Claim
The willingness to do nothing during a crisis is one of the most valuable but underrated decision-making skills. Crises trigger emotional pressure to act, but a large fraction of crisis-driven actions destroy value: panic-selling at the bottom, premature pivots that abandon working models, defensive layoffs that gut the team needed for recovery, public statements that cement a temporary stance. Inaction preserves optionality and lets compounding resume.
Mechanism
Crisis-state cognition is structurally biased toward action. Three forces compound:
1. Action-bias. Decision-makers are evaluated on what they did, not on what they avoided. Inaction is invisible; bold action is visible. The career incentive points toward doing something, even when nothing is the right call.
2. Loss-aversion in motion. A felt loss (sudden drawdown, customer cancellation, public criticism) creates emotional pressure to do something — anything — to "stop the bleeding." The action is often poorly considered because it's emotion-driven.
3. Sunk-cost compounding. Once a defensive action is taken (announce layoffs, pivot product, public retraction), the cost of reversing it includes the action's own cost. Inaction preserves the option to reverse without that overhead.
Inaction is not passivity — it is the discipline of distinguishing "this requires response" from "this requires waiting." Many crises self-resolve within weeks; many "fixes" deployed in the first hours create new problems that outlast the original crisis.
Conditions
Holds when:
- The crisis is temporary and the underlying strategy is still sound.

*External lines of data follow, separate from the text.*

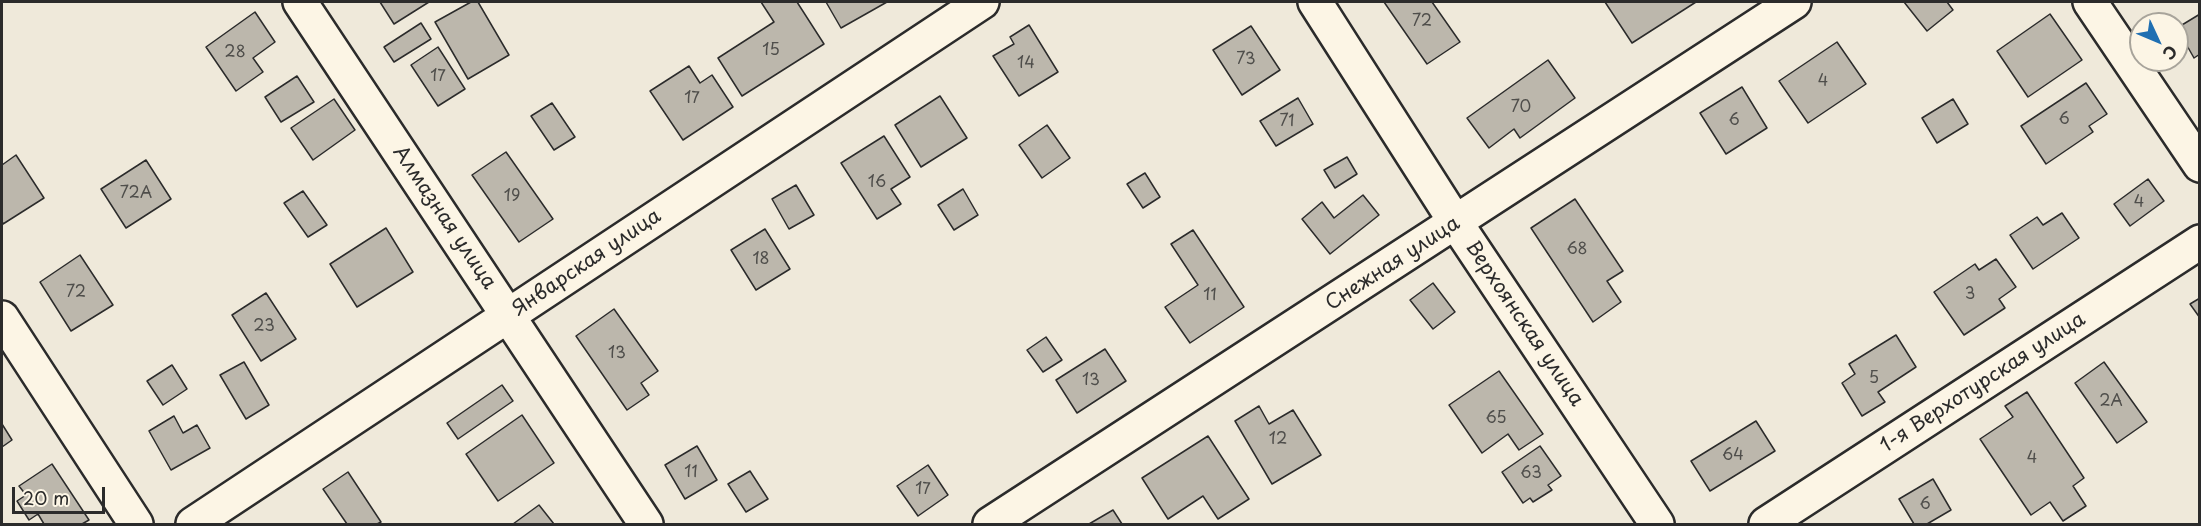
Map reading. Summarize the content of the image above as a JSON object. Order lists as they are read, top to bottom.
{
  "streets": {
    "street": [
      "Алмазная улица",
      "Январская улица",
      "Снежная улица",
      "Верхоянская улица",
      "1-я Верхотурская улица"
    ]
  },
  "crossings": [
    ["Алмазная улица", "Январская улица"],
    ["Снежная улица", "Верхоянская улица"]
  ],
  "house_numbers": [
    "72",
    "15",
    "28",
    "73",
    "14",
    "17",
    "4",
    "17",
    "70",
    "6",
    "6",
    "71",
    "16",
    "72А",
    "19",
    "4",
    "68",
    "18",
    "72",
    "3",
    "11",
    "23",
    "13",
    "5",
    "13",
    "2А",
    "65",
    "12",
    "64",
    "4",
    "11",
    "63",
    "17",
    "6"
  ],
  "scale_bar": "20 m",
  "north": "bottom right"
}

- The cost of waiting is bounded — the situation isn't compounding negatively at high speed.
- The decision-maker has the temperament to absorb pressure without acting.
Fails when:
- The crisis is existential (cash insolvency, regulatory shutdown, security breach) — inaction leads to death.

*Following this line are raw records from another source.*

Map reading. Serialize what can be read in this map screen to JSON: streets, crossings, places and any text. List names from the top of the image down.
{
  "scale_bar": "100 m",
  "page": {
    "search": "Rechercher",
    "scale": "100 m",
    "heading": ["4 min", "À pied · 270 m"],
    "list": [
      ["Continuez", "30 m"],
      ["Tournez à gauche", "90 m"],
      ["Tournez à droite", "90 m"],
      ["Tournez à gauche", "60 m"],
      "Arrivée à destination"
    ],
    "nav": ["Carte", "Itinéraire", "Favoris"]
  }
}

- The situation is genuinely compounding negatively at speed (run on the bank, viral PR meltdown) — early action contains the spread.
- Inaction is rationalised as discipline when it's actually paralysis or denial.
Evidence
"your willingness to do nothing during periods of crisis is one of the most valuable but underrated financial skills"

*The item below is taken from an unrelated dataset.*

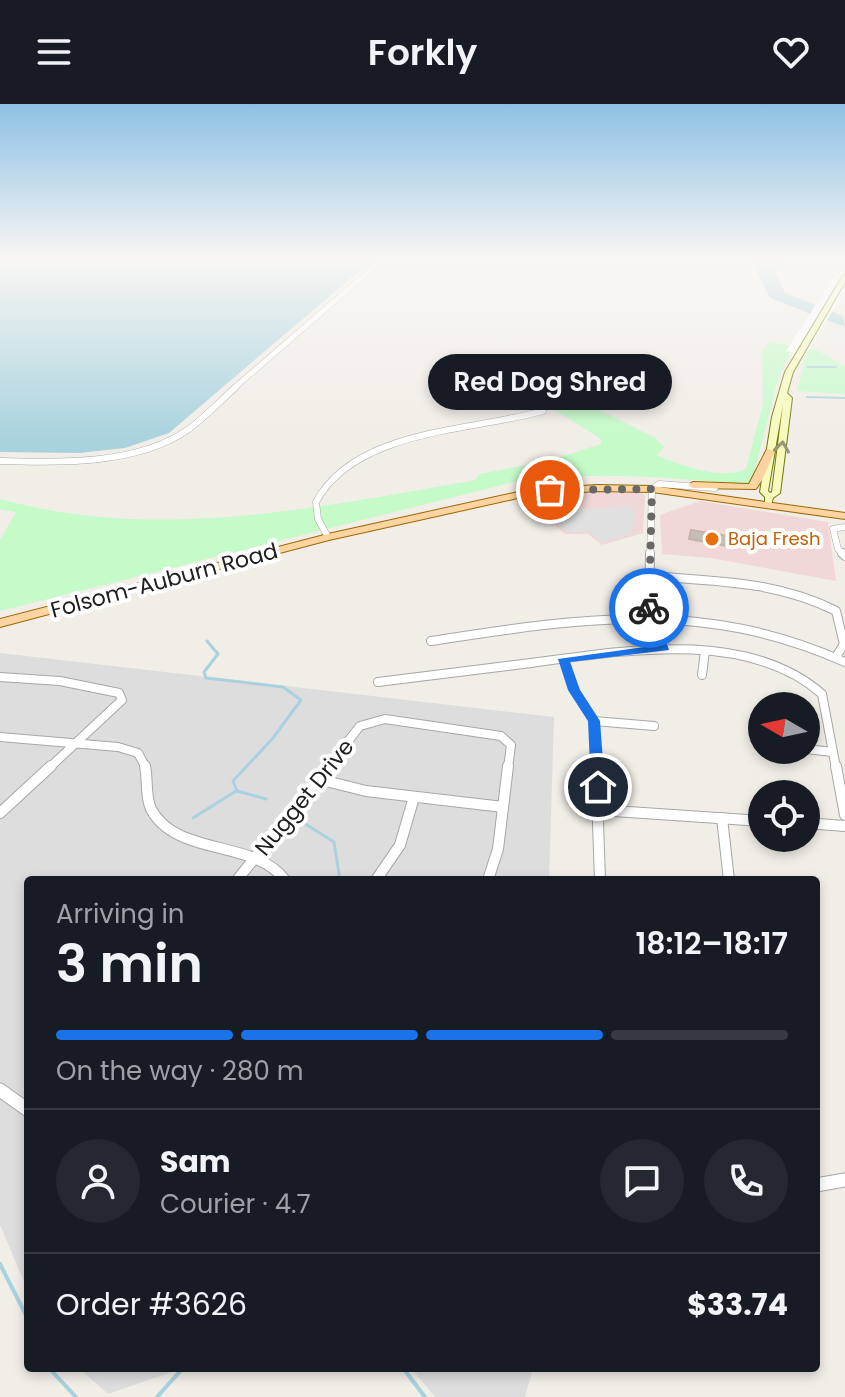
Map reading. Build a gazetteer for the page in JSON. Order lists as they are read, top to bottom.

— see raw/expert-content/experts/morgan-housel.md line 18.
Signals
- Crisis-response playbooks include explicit "what is the cost of doing nothing for 48 hours?" alongside "what is the cost of acting now?"
- Leaders have track records of resisting the action-bias when the data says wait.
- Post-crisis reviews evaluate both the costs of action taken and the costs of action not taken — the latter is usually invisible without explicit accounting.
Counter-evidence
Action-bias gets criticised, but inaction-bias also exists — companies that wait too long to address real problems suffer different failure modes (declining metrics, eroded customer trust, accumulated tech debt). The discipline is matching response speed to actual situation type: existential threats need fast action; non-existential drawdowns warrant patience. Mis-classifying either direction destroys value.
Cross-references
- Iatrogenics — when the intervention causes more harm than the disease — most "fixes" in complex systems are net-negative — Taleb's claim that intervention causes more harm than the disease in complex systems; same principle, different vocabulary.
- The planning fallacy guarantees every launch timeline is optimistic — the fix is the outside view — Kahneman's claim that timelines are systematically optimistic; under crisis pressure, that optimism extends to "we can fix this in a week" intervention plans that compound the damage.
- Label the emotion before they have to defend it — "it sounds like you're worried about..." disarms the room — Voss's discipline of labeling emotion before reacting; the personal-decision-making analogue of Housel's strategic-decision-making claim.